İZ BIRAKANLAR…
GÖLGEDE KALANLARA IŞIK TUTMAK
Faruk DEMİREL
“Adı: Kürt Mehmet, Malatya’da Devrimci Mücadele
Yazar: Dr. Metehan Akbulut
Yakın Tarih, 462 sayfa, Eylül 2020, tarihinde Ubuntu Yayınlarından çıktı”
Her yeni çıkan kitap beni heyecanlandırır, elime aldığımda ilk elli sayfasına kadar okuyup bırakmadıysam onu çabuk bitireceğim, yazın dünyasına katkısının olacağı duygusu uyandırır bende.
Dr. Metehan Akbulut’un yazdıklarını okumaya başlayınca ilk önce fark ettiğim iki şey vardı. Birincisi çok emek kokuyordu, ikincisi samimiyetle kaleme alınmıştı, önemliydi çünkü bir yerlerde kıyıda köşede, gölgede kalmış unutulmaya yüz tutmuş olaylara ışık tutuyordu.

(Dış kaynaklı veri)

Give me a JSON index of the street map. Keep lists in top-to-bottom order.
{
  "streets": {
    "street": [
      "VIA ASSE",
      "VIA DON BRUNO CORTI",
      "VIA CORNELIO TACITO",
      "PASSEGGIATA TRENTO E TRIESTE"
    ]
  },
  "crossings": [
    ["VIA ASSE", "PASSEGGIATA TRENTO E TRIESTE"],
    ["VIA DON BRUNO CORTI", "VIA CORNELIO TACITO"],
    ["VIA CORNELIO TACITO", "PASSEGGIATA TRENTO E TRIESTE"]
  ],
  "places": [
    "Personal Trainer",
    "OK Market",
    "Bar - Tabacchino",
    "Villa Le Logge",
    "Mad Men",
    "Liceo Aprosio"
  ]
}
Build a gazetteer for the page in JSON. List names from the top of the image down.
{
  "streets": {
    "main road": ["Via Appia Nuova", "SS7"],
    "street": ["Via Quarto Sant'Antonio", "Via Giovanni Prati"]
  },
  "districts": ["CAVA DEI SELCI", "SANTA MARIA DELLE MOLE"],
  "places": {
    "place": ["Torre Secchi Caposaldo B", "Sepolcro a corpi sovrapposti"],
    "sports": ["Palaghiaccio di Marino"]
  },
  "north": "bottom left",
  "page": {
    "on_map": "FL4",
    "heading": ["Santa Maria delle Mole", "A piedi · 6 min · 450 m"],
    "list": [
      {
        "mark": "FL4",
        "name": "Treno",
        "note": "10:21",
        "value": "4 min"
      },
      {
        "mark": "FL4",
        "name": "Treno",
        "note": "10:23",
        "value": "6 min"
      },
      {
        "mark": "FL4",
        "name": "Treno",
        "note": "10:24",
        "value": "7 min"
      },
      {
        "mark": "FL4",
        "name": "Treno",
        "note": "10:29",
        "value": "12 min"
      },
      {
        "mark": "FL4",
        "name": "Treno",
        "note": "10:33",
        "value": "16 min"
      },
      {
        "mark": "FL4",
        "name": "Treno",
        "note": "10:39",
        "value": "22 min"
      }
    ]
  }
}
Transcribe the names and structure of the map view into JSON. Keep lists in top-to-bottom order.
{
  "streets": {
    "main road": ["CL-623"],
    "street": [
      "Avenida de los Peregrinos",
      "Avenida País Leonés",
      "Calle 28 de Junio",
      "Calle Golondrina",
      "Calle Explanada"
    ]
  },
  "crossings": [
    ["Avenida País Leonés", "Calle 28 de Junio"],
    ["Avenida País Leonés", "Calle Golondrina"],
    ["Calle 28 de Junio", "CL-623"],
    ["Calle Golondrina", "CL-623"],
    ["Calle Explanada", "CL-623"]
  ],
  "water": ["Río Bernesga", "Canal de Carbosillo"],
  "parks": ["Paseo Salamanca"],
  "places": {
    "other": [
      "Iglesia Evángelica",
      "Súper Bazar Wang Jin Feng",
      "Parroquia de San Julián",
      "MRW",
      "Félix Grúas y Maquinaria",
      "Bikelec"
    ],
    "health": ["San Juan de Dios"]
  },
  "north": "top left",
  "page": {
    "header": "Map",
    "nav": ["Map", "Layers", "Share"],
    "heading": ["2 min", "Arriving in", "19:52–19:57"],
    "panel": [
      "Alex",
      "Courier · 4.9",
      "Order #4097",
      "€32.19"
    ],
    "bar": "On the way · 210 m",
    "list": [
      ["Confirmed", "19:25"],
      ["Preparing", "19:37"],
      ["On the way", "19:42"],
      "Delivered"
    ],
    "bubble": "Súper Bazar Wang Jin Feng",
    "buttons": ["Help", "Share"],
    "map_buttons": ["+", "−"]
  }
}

Kişisel beklentisi olmayan, devrimci mücadeleyi bir zamanlar Anadolu’da omuzlarında yükselten genç insanların haklarını, gecikmeli de olsa kendilerine iade etmek isteği açıkça görünüyordu. Bu yüzden kitaba konu olan Kürt Mehmet’in (Mehmet Tekin) yaşamı, mücadelesi çok iyi seçilmiş bir örnek olduğunu söyleyebilirim. Kürt Mehmet, Malatya’da Devrimci Mücadele kitabı bu açıdan önemlidir. Başka bir deyişle, yakın tarihimizde bize gizemli gösterilen, ayrıntıların altını çizerek gerçeğe büründürmesi, ben odağından çıkıp biz odaklı kitap olması açısından takdir edilir bir nitelikte. Yalın dille anlatılan, röportaj kitaptan aslında roman tadı da alıyorsunuz. O dönemi yaşayanlar bunu çok iyi bilir…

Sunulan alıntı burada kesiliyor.